Ringing in a different new year

Lately, it feels like holidays are everywhere. During the same time as bean dips and beers for the Super Bowl and candy hearts for Valentine’s Day—and the upcoming Mardi Gras celebration—is a holiday all about generating good fortune.

 Lately, it feels like holidays are everywhere. During the same time as bean dips and beers for the Super Bowl and candy hearts for Valentine’s Day—and the upcoming Mardi Gras celebration—is a holiday all about generating good fortune. This Sunday marks the Chinese New Year, and it will be a year of the tiger. According to Chinese Portland resident Agnes Yuen, the tiger symbolizes “a year that will be powerful, passionate, daring and colorful.”  Here is a list of nine (a number that means “forever good” in Chinese culture) ways you can start this year off right.

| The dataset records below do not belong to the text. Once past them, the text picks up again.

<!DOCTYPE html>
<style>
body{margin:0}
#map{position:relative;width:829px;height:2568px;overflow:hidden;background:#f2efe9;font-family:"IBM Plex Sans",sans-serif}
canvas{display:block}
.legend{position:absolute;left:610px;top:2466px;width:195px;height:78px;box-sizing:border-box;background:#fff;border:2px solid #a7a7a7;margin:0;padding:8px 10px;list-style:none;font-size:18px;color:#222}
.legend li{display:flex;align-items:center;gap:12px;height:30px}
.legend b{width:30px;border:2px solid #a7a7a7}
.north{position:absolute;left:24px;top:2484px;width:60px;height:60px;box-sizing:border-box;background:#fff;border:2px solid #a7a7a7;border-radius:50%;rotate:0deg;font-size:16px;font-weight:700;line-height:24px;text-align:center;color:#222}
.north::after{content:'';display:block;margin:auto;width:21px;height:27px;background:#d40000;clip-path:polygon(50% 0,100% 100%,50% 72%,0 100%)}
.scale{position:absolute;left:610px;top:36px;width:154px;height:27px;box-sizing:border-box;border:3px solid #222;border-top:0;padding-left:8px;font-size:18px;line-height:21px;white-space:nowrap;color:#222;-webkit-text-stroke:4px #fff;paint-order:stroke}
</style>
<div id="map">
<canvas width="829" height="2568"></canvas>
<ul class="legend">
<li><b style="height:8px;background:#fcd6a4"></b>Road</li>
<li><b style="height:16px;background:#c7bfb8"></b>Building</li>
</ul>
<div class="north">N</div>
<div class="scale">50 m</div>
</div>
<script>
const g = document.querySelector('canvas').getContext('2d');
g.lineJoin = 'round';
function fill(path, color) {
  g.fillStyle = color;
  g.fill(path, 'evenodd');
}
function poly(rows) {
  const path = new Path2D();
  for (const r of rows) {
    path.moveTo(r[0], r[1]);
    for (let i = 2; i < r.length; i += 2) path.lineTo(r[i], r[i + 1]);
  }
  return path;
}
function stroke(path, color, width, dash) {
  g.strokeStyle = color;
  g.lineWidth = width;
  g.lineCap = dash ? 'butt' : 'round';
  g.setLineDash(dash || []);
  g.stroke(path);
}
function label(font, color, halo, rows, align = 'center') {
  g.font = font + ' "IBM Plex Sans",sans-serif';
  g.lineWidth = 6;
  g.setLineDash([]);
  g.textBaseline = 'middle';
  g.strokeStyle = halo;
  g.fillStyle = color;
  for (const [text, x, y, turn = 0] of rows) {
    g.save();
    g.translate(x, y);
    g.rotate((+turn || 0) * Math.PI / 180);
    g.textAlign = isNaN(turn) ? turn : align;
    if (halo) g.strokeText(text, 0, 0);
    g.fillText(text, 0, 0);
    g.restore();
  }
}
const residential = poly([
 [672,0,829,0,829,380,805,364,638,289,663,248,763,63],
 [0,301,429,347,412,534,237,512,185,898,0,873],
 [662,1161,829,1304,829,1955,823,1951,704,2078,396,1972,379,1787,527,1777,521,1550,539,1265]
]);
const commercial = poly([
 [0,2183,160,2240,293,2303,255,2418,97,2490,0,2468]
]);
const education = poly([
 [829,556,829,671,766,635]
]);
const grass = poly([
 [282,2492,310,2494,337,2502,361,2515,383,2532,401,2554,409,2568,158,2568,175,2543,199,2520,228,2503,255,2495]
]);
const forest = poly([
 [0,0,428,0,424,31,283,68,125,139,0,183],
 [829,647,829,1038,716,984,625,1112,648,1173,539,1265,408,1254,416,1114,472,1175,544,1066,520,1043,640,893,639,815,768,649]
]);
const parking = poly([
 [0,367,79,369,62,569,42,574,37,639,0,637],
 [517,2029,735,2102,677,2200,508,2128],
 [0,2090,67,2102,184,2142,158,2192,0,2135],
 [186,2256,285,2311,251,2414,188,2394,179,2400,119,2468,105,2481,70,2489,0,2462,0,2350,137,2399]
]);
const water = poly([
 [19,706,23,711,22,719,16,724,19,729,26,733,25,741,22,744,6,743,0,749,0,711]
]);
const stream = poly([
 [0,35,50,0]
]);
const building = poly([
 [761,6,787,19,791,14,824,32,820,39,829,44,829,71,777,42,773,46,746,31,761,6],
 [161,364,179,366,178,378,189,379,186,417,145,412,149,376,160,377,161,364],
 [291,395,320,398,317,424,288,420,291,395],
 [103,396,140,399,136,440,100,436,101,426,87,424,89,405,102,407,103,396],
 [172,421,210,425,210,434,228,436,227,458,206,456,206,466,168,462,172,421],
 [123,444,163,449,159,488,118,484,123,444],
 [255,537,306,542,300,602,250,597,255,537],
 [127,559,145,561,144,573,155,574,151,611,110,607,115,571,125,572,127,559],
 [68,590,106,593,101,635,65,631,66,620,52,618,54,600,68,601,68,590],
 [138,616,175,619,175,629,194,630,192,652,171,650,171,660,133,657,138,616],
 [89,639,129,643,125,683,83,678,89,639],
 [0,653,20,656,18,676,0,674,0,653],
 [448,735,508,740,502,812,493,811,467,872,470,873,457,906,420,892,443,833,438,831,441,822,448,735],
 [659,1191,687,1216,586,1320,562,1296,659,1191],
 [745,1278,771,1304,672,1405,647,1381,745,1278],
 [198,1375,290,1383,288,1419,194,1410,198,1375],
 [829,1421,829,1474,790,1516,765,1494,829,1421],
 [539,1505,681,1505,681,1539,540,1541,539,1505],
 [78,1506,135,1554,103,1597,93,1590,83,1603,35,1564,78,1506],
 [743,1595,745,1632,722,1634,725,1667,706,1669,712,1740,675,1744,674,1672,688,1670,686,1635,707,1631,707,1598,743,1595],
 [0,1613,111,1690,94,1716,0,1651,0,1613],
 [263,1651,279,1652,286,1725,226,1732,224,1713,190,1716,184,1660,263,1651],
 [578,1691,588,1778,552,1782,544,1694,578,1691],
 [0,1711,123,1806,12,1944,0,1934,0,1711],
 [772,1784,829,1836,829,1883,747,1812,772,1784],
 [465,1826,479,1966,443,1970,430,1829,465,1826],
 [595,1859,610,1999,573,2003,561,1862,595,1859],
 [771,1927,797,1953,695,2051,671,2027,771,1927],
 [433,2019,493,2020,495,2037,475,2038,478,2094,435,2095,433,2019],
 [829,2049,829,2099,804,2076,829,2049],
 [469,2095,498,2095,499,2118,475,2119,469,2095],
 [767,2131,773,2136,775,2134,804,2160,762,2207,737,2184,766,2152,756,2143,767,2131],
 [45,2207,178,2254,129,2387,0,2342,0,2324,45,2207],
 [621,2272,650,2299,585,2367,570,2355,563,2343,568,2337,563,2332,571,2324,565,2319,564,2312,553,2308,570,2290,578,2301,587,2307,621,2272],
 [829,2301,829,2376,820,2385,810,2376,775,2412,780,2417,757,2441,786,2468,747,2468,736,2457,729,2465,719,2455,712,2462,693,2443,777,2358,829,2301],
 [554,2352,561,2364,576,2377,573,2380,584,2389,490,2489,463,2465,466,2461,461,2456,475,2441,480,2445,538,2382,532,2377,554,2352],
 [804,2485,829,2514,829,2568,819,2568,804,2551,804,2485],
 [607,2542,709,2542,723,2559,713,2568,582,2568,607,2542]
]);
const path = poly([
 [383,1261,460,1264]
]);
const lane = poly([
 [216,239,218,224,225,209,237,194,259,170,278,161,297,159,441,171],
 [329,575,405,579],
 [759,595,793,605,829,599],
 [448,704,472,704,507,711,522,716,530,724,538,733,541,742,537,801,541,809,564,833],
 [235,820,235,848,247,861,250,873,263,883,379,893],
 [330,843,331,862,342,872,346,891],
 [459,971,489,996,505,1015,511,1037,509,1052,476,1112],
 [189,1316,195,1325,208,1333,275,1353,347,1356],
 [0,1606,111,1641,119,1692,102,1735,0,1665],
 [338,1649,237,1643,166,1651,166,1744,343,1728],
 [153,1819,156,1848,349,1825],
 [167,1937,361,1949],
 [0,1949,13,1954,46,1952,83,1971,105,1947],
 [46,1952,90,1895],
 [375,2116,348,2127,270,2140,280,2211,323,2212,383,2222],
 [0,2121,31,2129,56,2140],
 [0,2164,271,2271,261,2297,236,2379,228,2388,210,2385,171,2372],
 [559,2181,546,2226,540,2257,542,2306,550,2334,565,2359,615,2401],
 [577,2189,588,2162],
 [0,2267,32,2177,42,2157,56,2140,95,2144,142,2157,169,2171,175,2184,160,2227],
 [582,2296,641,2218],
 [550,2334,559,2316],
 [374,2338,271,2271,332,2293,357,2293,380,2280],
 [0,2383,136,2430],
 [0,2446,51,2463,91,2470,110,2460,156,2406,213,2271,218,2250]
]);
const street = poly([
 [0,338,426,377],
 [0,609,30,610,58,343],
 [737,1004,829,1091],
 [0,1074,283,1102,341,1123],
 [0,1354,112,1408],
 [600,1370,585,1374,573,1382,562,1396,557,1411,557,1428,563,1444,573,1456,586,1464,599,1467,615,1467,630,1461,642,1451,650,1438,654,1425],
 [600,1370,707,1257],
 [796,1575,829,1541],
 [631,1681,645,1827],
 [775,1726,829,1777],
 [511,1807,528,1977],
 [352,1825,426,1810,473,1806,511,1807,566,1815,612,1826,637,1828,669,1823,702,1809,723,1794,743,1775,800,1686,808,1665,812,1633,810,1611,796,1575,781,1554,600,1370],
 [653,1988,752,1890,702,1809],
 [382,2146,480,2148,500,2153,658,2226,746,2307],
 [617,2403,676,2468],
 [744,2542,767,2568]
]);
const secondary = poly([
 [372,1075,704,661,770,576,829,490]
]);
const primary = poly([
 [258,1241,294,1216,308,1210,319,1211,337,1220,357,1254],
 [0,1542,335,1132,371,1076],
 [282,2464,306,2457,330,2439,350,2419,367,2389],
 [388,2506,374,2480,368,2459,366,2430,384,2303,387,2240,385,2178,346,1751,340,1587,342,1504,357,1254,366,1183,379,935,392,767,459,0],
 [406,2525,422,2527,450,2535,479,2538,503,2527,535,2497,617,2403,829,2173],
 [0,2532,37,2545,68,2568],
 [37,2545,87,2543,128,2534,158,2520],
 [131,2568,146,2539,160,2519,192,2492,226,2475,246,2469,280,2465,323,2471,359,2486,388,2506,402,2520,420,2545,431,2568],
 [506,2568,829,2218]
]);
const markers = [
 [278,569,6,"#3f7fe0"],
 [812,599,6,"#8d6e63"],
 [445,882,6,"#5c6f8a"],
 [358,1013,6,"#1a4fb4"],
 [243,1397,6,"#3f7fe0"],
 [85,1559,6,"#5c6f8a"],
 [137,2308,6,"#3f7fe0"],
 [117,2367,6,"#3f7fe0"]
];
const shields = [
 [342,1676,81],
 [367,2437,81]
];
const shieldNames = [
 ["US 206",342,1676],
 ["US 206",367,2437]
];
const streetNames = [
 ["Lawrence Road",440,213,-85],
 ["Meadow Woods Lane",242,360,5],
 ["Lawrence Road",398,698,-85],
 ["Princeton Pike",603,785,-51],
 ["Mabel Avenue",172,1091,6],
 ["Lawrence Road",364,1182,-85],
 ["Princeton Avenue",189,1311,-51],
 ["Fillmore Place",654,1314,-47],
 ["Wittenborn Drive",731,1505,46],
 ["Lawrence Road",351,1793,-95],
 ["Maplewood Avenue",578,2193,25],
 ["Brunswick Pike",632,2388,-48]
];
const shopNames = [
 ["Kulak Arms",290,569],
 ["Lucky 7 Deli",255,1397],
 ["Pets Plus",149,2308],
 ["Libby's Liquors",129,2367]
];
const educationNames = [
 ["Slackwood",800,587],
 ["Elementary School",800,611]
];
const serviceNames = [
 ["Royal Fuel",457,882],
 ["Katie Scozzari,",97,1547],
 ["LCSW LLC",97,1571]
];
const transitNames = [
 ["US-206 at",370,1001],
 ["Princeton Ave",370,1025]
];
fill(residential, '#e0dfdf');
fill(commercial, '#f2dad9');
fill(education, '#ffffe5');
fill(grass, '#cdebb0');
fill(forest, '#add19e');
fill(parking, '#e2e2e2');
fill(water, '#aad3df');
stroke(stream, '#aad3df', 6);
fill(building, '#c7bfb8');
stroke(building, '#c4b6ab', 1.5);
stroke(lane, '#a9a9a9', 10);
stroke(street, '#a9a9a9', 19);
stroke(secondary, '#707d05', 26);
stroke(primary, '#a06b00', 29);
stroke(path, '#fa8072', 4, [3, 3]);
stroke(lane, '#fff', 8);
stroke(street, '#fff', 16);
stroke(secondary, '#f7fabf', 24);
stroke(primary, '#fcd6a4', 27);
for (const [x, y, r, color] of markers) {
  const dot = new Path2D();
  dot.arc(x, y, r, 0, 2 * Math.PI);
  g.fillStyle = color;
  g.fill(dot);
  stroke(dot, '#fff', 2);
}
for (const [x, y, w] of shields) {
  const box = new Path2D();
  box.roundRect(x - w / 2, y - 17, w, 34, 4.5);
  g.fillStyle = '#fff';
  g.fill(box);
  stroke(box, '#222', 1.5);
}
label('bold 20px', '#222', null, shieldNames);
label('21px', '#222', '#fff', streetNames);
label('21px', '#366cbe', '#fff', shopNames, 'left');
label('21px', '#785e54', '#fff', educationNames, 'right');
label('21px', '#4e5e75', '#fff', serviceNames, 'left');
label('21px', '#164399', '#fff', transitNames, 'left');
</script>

1. Get together with your family for dinner. Yuen stresses the significance of this tradition. “Having dinner with everyone in the family is important because it means the family will be together during the whole year, too,” Yuen said.

2. Serve a chicken, all of it. Another activity that symbolizes togetherness is to feast on an entire chicken. Try roasting it accompanied by slices of lemon.

3. Give a red pocket. Often, in Chinese culture, people will give a small red envelope filled with money to young children and those who are not married for good luck.

4. Enjoy some citrus. The orange symbolizes luck, while the pink-fleshed pomelo represents abundance.

5. Cook up some noodles. They also bring good luck—just make sure not to break them, because it’s bad luck to do so.

6. Eat some crispy egg rolls. These fried treats are associated with wealth because, when stacked up, they resemble gold bars.

7. Go fishing. Eating a fish from head to tail will bring “a good beginning and end to the coming year,” according to Yuen.

8. Replenish your sweet tooth. Eating dried fruit and sweet cake will give you a rich, sweet life in the coming year.

9. Eat your veggies. Lettuce is a word that, according to Yuen, is “pronounced like the Cantonese word for rising fortune,” so try cooking up some lettuce wraps or the veggie recipe below.

100 Flower Blossoms recipe
This dish is meant to wish you a blossoming and beautiful beginning in the new year. You can also add cooked crabmeat to the egg white sauce for an extra dash of abundance in the year of the tiger. Jaden Hair of www.steamykitchen.com and author of The Steamy Kitchen Cookbook: 101 Asian Recipes Simple Enough For Tonight’s Dinner suggests the following recipe.

Serves four

Ingredients
1 small head cauliflower, cut into florets (8-oz cut florets)
1 small head broccoli, cut into florets (6-oz cut florets)
1 carrot, thinly sliced
1 teaspoon cornstarch w/ 1 tablespoon water
1 tablespoon cooking oil (canola, vegetable or peanut)
1 clove garlic, finely minced
1 cup vegetable or chicken broth
1 egg white
Salt to taste

Method

In a large pot of salted water, boil the cauliflower florets for 1 1/2 minutes. Without removing the cauliflower, add the broccoli florets and the carrot slices to the same pot and cook for another 1 1/2 minutes, until fork tender at the stem.

Rinse the vegetables with cool water to stop the cooking and drain. Lightly salt the vegetables.

In a small bowl or cup, stir together the cornstarch and the water to make cornstarch slurry. Set aside.

Heat a wok or large frying pan until hot. Add the cooking oil and swirl to coat. Turn the heat to medium and add the garlic. Fry 15 to 30 seconds until fragrant, but take care not to burn the garlic. Pour in the vegetable broth and add the salt to taste.
Let the broth come to a boil.

Stir the cornstarch slurry one more time, and then pour into the pan. Stir and let simmer for 30 seconds until broth has thickened.

Slowly pour in the egg white and use a fork or chopsticks to gently swirl in one direction to create long tails. Immediately turn off the heat. Taste the broth, and add additional salt if needed.

Pour mixture over the vegetables and serve.